Ergebnisse der Aufarbeitung der Vorfälle beim Spiel gegen Köln

Detaillierte Rekonstruktion und eine Einschätzung aus Sicht von Mainz 05

Mainz 05 hat in den vergangenen Tagen die Vorfälle beim Heimspiel am vergangenen Freitag gegen den 1. FC Köln aufgearbeitet.
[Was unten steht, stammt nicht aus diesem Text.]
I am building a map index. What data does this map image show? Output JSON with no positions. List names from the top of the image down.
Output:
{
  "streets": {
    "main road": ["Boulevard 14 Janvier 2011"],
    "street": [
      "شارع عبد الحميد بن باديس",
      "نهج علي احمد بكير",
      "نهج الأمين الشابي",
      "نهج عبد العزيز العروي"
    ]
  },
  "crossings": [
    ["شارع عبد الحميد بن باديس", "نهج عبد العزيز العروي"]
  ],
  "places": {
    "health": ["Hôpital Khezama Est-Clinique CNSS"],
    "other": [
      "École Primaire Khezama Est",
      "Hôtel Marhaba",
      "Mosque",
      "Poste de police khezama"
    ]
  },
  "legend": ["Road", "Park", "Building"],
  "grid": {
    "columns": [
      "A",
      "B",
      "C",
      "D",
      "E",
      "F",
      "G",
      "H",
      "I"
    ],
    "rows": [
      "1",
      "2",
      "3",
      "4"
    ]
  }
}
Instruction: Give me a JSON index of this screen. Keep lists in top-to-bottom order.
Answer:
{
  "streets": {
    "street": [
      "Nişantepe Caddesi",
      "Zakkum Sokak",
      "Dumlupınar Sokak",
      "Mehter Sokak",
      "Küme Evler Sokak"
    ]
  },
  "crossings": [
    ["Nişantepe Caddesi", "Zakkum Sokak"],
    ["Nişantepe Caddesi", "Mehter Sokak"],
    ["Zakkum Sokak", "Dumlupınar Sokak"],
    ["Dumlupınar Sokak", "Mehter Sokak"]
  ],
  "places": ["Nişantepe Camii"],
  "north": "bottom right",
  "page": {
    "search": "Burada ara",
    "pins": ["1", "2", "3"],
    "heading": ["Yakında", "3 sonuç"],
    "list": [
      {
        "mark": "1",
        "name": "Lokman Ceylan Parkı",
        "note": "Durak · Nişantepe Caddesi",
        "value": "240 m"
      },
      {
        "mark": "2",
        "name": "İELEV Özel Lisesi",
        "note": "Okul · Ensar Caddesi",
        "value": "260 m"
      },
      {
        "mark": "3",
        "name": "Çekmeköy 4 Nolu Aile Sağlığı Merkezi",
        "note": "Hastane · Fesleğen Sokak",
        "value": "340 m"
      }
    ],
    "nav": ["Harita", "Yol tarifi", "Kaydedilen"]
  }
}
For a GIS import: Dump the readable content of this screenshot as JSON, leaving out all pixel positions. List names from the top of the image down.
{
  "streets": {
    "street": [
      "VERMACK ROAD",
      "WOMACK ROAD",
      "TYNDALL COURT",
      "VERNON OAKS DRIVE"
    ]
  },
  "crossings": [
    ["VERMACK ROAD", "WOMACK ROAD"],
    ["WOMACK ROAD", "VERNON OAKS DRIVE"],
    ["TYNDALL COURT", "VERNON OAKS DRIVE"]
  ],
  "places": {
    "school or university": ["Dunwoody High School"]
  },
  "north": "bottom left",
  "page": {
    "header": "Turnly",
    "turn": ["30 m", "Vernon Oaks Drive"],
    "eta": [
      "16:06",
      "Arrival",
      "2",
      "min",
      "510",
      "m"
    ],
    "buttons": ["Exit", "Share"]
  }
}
Nach Gesprächen mit dem Ordnungsdienst, Fanvertretern, Fanprojekt, der Polizei und unter Berücksichtigung von Zeugenaussagen lässt sich folgender Vorgang rekonstruieren, den wir im Sinne der bestmöglichen Aufklärung auch detailliert wiedergeben:

  • Kurz vor Ende der Partie kommt es zeitgleich zu mehreren Ereignissen im Bereich der Lotto-Rheinland-Pfalz-Tribüne, welche den Einsatz des Ordnungsdienstes erfordern.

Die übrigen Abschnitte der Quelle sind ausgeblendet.